You are viewing a plain text version of this content. The canonical link for it is here.
Posted to java-dev@axis.apache.org by Kristian Barek <ba...@gmail.com> on 2009/02/10 19:15:50 UTC

anyURI MalformedURIException with UTF-8 characters - bug or feature?

Is Apache Axis correct in disallowing international (UTF-8) characters in
anyURI tags when processing responses to web services requests?

I've looked at the specification at
http://www.w3.org/TR/xmlschema-2/#anyURI, and as far as I can see,
anyURIs can contain any character, so long as the
resulting of URL encoring the URL is valid. This simple test case
illustrates the problem:

class Test {
 public static void main(String[] args) {
   try {
   org.apache.axis.types.URI uri = new org.apache.axis.types.URI("
http://www.utdanningsdirektoratet.no/templates/udir/TM_Læreplan.aspx?id=2100&laereplanid=707207<http://www.utdanningsdirektoratet.no/templates/udir/TM_L%C3%A6replan.aspx?id=2100&laereplanid=707207>
");
   } catch(Exception e) {
     System.out.println(e);
   }
 }
}

If anyone can provide me with any background / reasons on why Axis indeed is
correct in invalidating this URI, I would be very grateful.
(If I can point to which standards our web services vendor is breaking, then
I have a much better case to get them to stop putting norwegian characters
in their anyURIs. :)

Best regards,
Kristian Barek

RE: anyURI MalformedURIException with UTF-8 characters - bug or feature?

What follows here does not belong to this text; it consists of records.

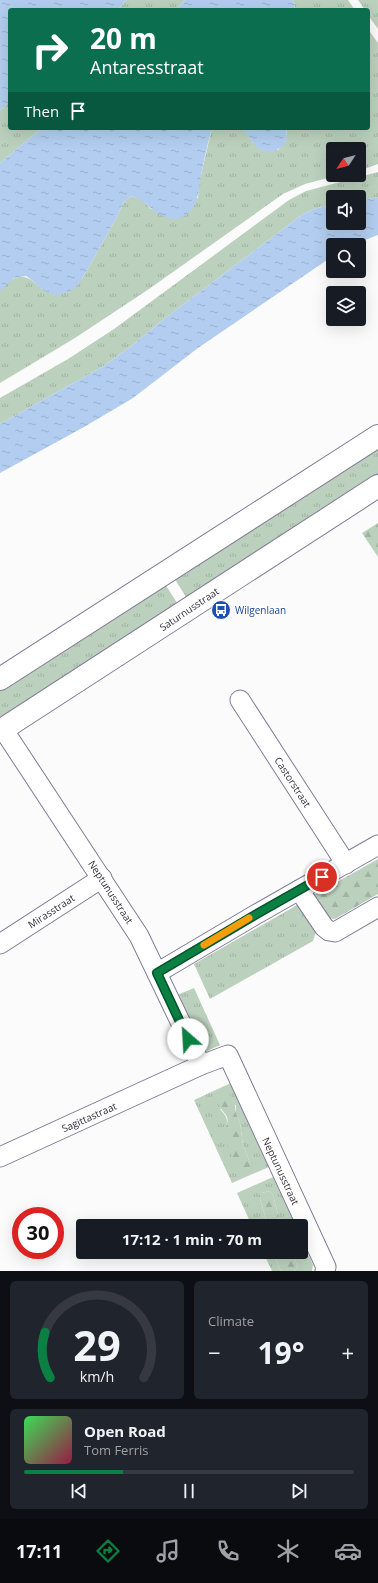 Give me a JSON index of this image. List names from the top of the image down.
{
  "streets": {
    "street": [
      "Saturnusstraat",
      "Castorstraat",
      "Neptunusstraat",
      "Mirasstraat",
      "Sagittastraat"
    ]
  },
  "crossings": [
    ["Saturnusstraat", "Neptunusstraat"],
    ["Neptunusstraat", "Mirasstraat"],
    ["Neptunusstraat", "Sagittastraat"]
  ],
  "places": {
    "bus stop": ["Wilgenlaan"]
  },
  "north": "bottom left",
  "page": {
    "turn": ["20 m", "Antaresstraat"],
    "then": "Then",
    "limit": "30",
    "trip": "17:12 · 1 min · 70 m",
    "tile": "Climate",
    "heat": ["−", "19°", "+"],
    "song": ["Open Road", "Tom Ferris"],
    "tabs": "17:11",
    "gauge": ["29", "km/h"]
  }
}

Posted by Tom Jordahl <tj...@adobe.com>.
Kristian,

Looking at the source for the Axis 1.x URI class, it seem there are two facts here

1.       We borrowed this code from the Xerces 2 source tree

2.       It jumps through a lot of hoops to make sure the right characters are in the URI, and the comment header in the file references the following RFCs:
RFC 2396 - http://www.ietf.org/rfc/rfc2396.txt?number=2396
RFC 2732 - http://www.ietf.org/rfc/rfc2732.txt?number=2732

Hope that helps.

Tom Jordahl

From: Kristian Barek [mailto:barexx@gmail.com]
Sent: Tuesday, February 10, 2009 1:16 PM
To: axis-dev@ws.apache.org
Subject: anyURI MalformedURIException with UTF-8 characters - bug or feature?

Is Apache Axis correct in disallowing international (UTF-8) characters in anyURI tags when processing responses to web services requests?

I've looked at the specification at http://www.w3.org/TR/xmlschema-2/#anyURI , and as far as I can see, anyURIs can contain any character, so long as the resulting of URL encoring the URL is valid. This simple test case illustrates the problem:

class Test {
 public static void main(String[] args) {
   try {
   org.apache.axis.types.URI uri = new org.apache.axis.types.URI("http://www.utdanningsdirektoratet.no/templates/udir/TM_Læreplan.aspx?id=2100&laereplanid=707207<http://www.utdanningsdirektoratet.no/templates/udir/TM_L%C3%A6replan.aspx?id=2100&laereplanid=707207>");
   } catch(Exception e) {
     System.out.println(e);
   }
 }
}

If anyone can provide me with any background / reasons on why Axis indeed is correct in invalidating this URI, I would be very grateful.
(If I can point to which standards our web services vendor is breaking, then I have a much better case to get them to stop putting norwegian characters in their anyURIs. :)

Best regards,
Kristian Barek